Look after your nunu (or whatever else you call it)
“So, do you do many of these a day?”
There I was, legs akimbo, arse stuck to blue roll, casually trying to make chitter chatter with the nice nurse who was just about to enter me (and she hadn’t even bought me lunch).
I was about to have my first cervical screening at the later age of 31. The NHS advises you start having regular screenings from the age of 25, but like a large percentage of my gender having something inserted into your lady nunu on your lunch break is way down on the “to-do” list.
I’ll put my hands up, and this may come as a shock, but I am no virgin. So the thought of having something speculum shaped placed inside me was not going to come as a shock.
What did come as a shock to me, was why it had taken me 6 years to get here, and became the basis of this piece of writing.
Why do we worry so much?
Well, I haven’t even got my ears pierced, never been tattooed and would moan when taking plasters off. I do not seek it. So was it painful? No. Not at all. To be honest, I imagined it was going to be a lot worse. Uncomfortable, potentially, but pain, no. There is a little pressure, and if like most of us, you are not exactly in the “mood” in a brightly lit bed staring at a wall, it might be a bit, well, difficult to get going.
No matter how many times you think of Jason Momoa and his man bun being down there, your self-lubrication might not kick in as fast as usual when something is wangling its way towards your lady bits.
Is it shame?
I am putting my £10 bet on this one. And I don’t know why. Since time began, us ladies have had to get to know our vaginas pretty darn fast. Whether it be first periods, first lady wanks, first fucks or pushing-a-human-life-through-it, it has been there, we have felt it, and we know what goes on.
We trim it, wax it, grow a full bush on top of it. We let partners touch it, lick it, and we spend £50+ at Ann Summers to give us Funday Sunday. We potter around on the beach with tiny bits of cloth over it.
So, where in society have we got the blushes about a 5 min procedure that could save our lives. The answer is, I don’t know.

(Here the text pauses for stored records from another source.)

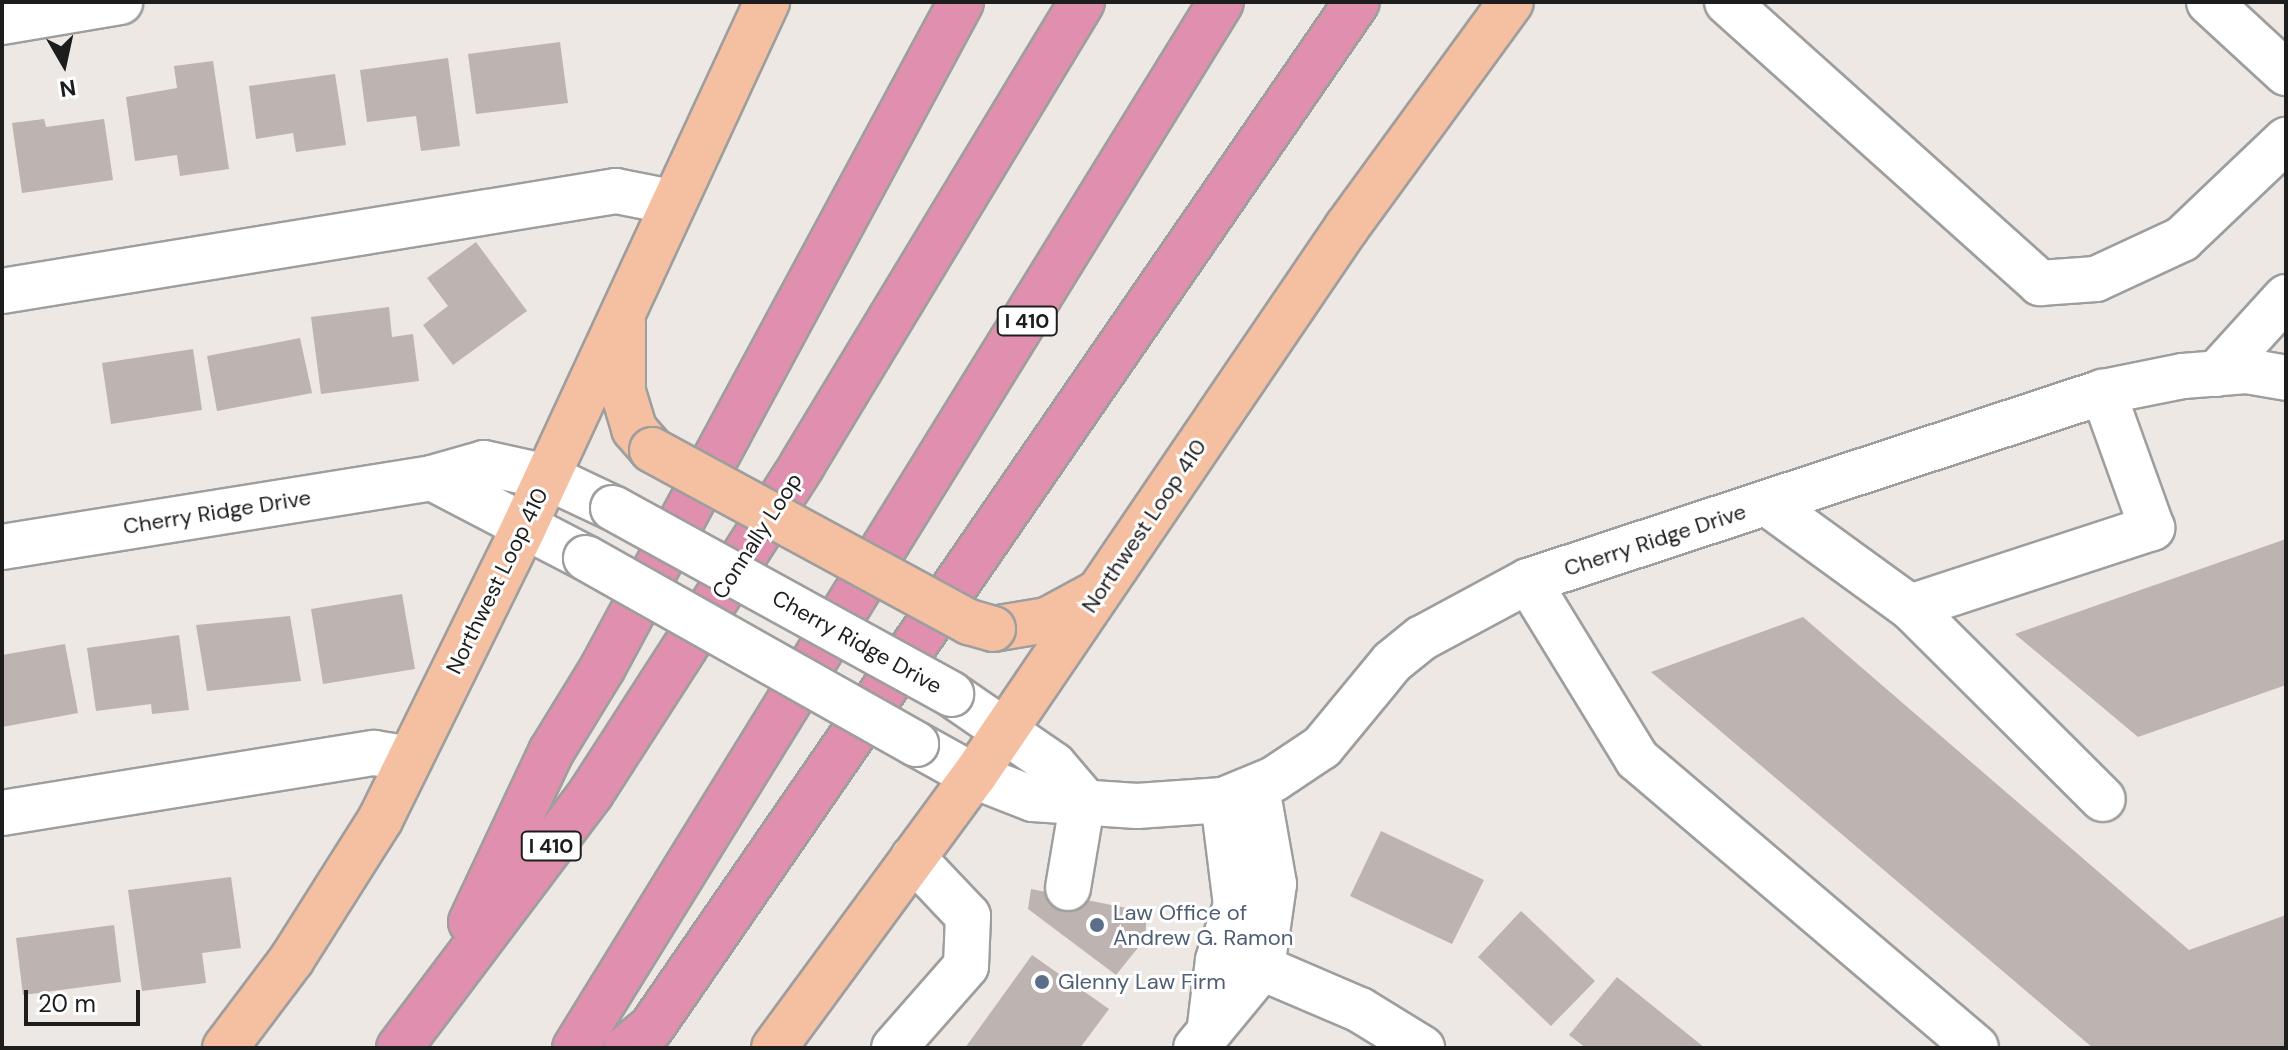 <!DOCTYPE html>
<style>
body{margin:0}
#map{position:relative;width:2288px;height:1050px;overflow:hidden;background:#ede8e3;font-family:"DM Sans",sans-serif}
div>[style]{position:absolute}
.building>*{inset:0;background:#bdb3b0}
.roads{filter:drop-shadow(2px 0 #9e9e9e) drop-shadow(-2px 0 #9e9e9e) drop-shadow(0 2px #9e9e9e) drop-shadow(0 -2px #9e9e9e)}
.minor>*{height:44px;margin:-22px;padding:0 22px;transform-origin:22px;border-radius:22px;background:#fff}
.major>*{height:44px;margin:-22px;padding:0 22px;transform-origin:22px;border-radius:22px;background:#f5c0a1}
.highway>*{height:44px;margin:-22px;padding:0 22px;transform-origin:22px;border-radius:22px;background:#e090ae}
.bridges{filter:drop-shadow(2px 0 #9e9e9e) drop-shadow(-2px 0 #9e9e9e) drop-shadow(0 2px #9e9e9e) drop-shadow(0 -2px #9e9e9e)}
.minor-bridge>*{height:44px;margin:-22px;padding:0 22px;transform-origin:22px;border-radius:22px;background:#fff}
.major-bridge>*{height:44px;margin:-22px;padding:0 22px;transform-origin:22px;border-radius:22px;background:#f5c0a1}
.dots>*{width:22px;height:22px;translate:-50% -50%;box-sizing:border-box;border:4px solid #fff;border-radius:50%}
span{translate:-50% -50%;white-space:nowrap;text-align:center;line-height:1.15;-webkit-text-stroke:6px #fff;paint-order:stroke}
.shield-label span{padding:2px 6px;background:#fff;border:2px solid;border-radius:6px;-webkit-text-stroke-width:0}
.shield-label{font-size:20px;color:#1d1d1d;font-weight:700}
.street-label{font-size:22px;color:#1d1d1d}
.service-label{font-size:22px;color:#4e5e75}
.left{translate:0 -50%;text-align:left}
.frame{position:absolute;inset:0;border:4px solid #1d1d1d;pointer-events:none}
.north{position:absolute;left:24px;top:24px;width:80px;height:80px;-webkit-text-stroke:6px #fff;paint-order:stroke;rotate:171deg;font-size:22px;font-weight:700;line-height:32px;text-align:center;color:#1d1d1d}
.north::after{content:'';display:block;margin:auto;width:28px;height:36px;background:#1d1d1d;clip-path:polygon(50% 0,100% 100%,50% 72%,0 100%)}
.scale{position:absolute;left:24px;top:990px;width:116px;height:36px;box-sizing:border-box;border:4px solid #1d1d1d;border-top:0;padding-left:10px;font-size:24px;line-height:28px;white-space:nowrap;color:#1d1d1d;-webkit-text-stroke:6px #fff;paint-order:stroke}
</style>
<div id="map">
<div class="building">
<div style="clip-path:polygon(560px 42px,568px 103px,476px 114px,468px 54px)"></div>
<div style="clip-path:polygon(448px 58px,460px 146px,421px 151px,416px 116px,367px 122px,360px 70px)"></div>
<div style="clip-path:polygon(213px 61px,229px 169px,180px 176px,177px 155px,135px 161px,126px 97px,177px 88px,174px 66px)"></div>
<div style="clip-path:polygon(335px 74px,346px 145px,296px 152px,293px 133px,256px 139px,249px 86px)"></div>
<div style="clip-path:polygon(44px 119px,46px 127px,104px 119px,113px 180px,22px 193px,12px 123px)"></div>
<div style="clip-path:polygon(476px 242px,527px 311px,453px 365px,423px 325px,448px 306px,427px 278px)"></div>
<div style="clip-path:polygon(389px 307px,392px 337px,413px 334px,419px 381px,321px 394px,311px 317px)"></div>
<div style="clip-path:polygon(300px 338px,312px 393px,217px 411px,207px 356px)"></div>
<div style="clip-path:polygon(193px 349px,202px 410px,111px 424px,102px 363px)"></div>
<div style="clip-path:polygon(2286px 539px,2286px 685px,2138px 737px,2015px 634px)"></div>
<div style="clip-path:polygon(402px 594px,415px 669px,323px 684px,311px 609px)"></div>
<div style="clip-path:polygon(290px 616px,301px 681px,207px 691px,196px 625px)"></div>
<div style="clip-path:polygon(1803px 617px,2189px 950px,2286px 915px,2286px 1048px,2093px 1048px,1651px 672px)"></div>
<div style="clip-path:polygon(179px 635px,189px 710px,152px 714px,151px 704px,96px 711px,87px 648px)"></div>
<div style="clip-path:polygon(65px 644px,78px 713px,2px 727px,2px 655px)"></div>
<div style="clip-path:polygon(1381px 831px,1484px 880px,1452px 944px,1350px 896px)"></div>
<div style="clip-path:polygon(231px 877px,241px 948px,202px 953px,206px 983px,142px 991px,128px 890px)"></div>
<div style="clip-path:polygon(1031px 889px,1147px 912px,1145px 939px,1116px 975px,1028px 909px)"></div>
<div style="clip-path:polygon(1521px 911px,1595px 981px,1551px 1026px,1478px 957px)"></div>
<div style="clip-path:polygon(114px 925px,121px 982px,23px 995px,16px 938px)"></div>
<div style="clip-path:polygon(1032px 955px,1109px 1009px,1080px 1048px,965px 1048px)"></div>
<div style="clip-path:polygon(1617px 977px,1705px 1048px,1586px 1048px,1569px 1035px)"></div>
</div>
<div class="roads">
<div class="minor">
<div style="left:1727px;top:2px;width:421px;rotate:41.9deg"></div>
<div style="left:2040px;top:283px;width:56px;rotate:-4.1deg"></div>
<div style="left:2096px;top:279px;width:95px;rotate:-24.9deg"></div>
<div style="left:2182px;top:239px;width:144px;rotate:-43.6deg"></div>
<div style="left:2209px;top:2px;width:105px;rotate:42.7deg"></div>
<div style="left:2px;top:22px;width:120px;rotate:-9.6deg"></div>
<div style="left:2px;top:291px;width:622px;rotate:-9.25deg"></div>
<div style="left:616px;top:191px;width:57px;rotate:11.1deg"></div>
<div style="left:2216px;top:374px;width:104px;rotate:-47.7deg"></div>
<div style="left:432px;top:478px;width:174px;rotate:27.5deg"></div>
<div style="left:1768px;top:504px;width:175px;rotate:36deg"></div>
<div style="left:1910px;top:607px;width:255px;rotate:-18.1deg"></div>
<div style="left:2152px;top:528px;width:145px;rotate:-109.8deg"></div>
<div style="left:2px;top:547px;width:436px;rotate:-9.1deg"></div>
<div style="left:432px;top:478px;width:54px;rotate:-16.1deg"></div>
<div style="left:484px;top:463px;width:65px;rotate:12.5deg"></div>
<div style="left:547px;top:477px;width:73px;rotate:25.2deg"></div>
<div style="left:1528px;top:581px;width:209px;rotate:58.5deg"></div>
<div style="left:1637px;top:759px;width:445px;rotate:40.4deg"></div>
<div style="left:1910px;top:607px;width:272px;rotate:44.9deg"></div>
<div style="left:951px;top:694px;width:125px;rotate:34.6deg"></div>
<div style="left:1054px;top:765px;width:45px;rotate:49.5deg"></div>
<div style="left:916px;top:744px;width:66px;rotate:28.9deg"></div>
<div style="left:974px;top:776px;width:63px;rotate:21.3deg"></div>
<div style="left:1033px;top:799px;width:104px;rotate:3.9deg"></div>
<div style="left:1137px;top:806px;width:86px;rotate:-4deg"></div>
<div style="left:1223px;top:800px;width:55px;rotate:-22.4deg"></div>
<div style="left:1274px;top:779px;width:58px;rotate:-33.7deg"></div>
<div style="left:1322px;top:747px;width:110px;rotate:-50.5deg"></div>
<div style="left:1392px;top:662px;width:38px;rotate:-39deg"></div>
<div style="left:1422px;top:638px;width:120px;rotate:-28.3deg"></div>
<div style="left:1528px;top:581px;width:605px;rotate:-18.2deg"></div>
<div style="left:2103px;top:392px;width:82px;rotate:-11.3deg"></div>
<div style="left:2183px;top:376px;width:64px;rotate:-4.5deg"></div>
<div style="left:2247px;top:371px;width:40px;rotate:10deg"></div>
<div style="left:2px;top:813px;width:377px;rotate:-9.2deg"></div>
<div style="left:374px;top:753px;width:36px;rotate:9deg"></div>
<div style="left:1068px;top:888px;width:90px;rotate:-80.4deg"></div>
<div style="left:1262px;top:968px;width:107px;rotate:23.2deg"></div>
<div style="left:1360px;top:1010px;width:73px;rotate:31.5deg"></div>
<div style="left:1210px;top:1026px;width:66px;rotate:-83.1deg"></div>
<div style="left:1218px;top:960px;width:58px;rotate:-71.9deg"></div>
<div style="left:1236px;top:905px;width:106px;rotate:-97.1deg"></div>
<div style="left:894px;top:1048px;width:109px;rotate:-48.7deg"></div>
<div style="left:966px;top:966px;width:50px;rotate:-87.7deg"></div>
<div style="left:968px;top:916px;width:80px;rotate:-133.5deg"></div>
<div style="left:1196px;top:1048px;width:104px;rotate:-50.5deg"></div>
<div style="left:1262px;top:968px;width:85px;rotate:-81.9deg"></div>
<div style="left:1274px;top:884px;width:97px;rotate:-100deg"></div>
</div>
<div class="major">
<div style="left:623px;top:323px;width:69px;rotate:90deg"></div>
<div style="left:623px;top:392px;width:39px;rotate:73deg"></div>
<div style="left:634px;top:429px;width:28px;rotate:49deg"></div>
<div style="left:993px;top:629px;width:55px;rotate:-9.5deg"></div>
<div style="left:1047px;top:620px;width:55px;rotate:-28.4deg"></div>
<div style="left:225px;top:1048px;width:111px;rotate:-53deg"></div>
<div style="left:292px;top:959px;width:165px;rotate:-57.7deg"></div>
<div style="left:380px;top:820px;width:326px;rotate:-63.8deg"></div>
<div style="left:524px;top:527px;width:579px;rotate:-65.16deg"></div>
<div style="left:774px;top:1048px;width:338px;rotate:-53.7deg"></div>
<div style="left:974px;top:776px;width:664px;rotate:-55.81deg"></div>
<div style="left:1347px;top:227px;width:278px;rotate:-53.9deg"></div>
</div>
<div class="highway">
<div style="left:471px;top:922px;width:188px;rotate:-64.8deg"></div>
<div style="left:551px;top:752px;width:100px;rotate:-58.5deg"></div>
<div style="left:603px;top:667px;width:755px;rotate:-61.7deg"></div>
<div style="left:399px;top:1048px;width:319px;rotate:-53deg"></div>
<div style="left:591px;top:793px;width:390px;rotate:-57.2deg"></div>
<div style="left:802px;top:465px;width:541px;rotate:-58.84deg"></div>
<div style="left:575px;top:1048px;width:1229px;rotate:-58.3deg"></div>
<div style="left:626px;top:1048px;width:32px;rotate:-39deg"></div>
<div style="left:651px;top:1028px;width:1245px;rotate:-55.47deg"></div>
</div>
</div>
<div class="bridges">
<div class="minor-bridge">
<div style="left:613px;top:508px;width:386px;rotate:28.8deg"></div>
<div style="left:586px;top:558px;width:379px;rotate:29.4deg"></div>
</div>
<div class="major-bridge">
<div style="left:652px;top:450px;width:361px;rotate:28.5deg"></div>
<div style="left:969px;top:622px;width:25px;rotate:16deg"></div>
</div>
</div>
<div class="dots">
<div style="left:1097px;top:925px;background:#5c6f8a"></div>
<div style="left:1042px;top:982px;background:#5c6f8a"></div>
</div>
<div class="shield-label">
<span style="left:1027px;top:321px">I 410</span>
<span style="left:551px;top:846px">I 410</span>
</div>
<div class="street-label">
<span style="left:217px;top:512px;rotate:-9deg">Cherry Ridge Drive</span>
<span style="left:1144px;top:526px;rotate:-56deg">Northwest Loop 410</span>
<span style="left:757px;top:536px;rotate:-57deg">Connally Loop</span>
<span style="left:1655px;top:540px;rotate:-18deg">Cherry Ridge Drive</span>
<span style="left:497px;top:581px;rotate:-64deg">Northwest Loop 410</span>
<span style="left:857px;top:642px;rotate:29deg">Cherry Ridge Drive</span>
</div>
<div class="service-label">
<span class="left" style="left:1113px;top:925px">Law Office of<br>Andrew G. Ramon</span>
<span class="left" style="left:1058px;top:982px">Glenny Law Firm</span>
</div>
<div class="frame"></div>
<div class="north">N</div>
<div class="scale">20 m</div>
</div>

I can’t stress enough A) how god damn important it is. B) how, honestly, trust me, it isn’t as bad as you think.
When I see articles like Numbers attending cervical screening hits the lowest level in twelve years, I do a little life cry. It could save your life, and all you are giving in return is a little bit of blue roll stuck to your arse and a nice chat with a nurse.
Please let someone tickle your cervix. It could save your life.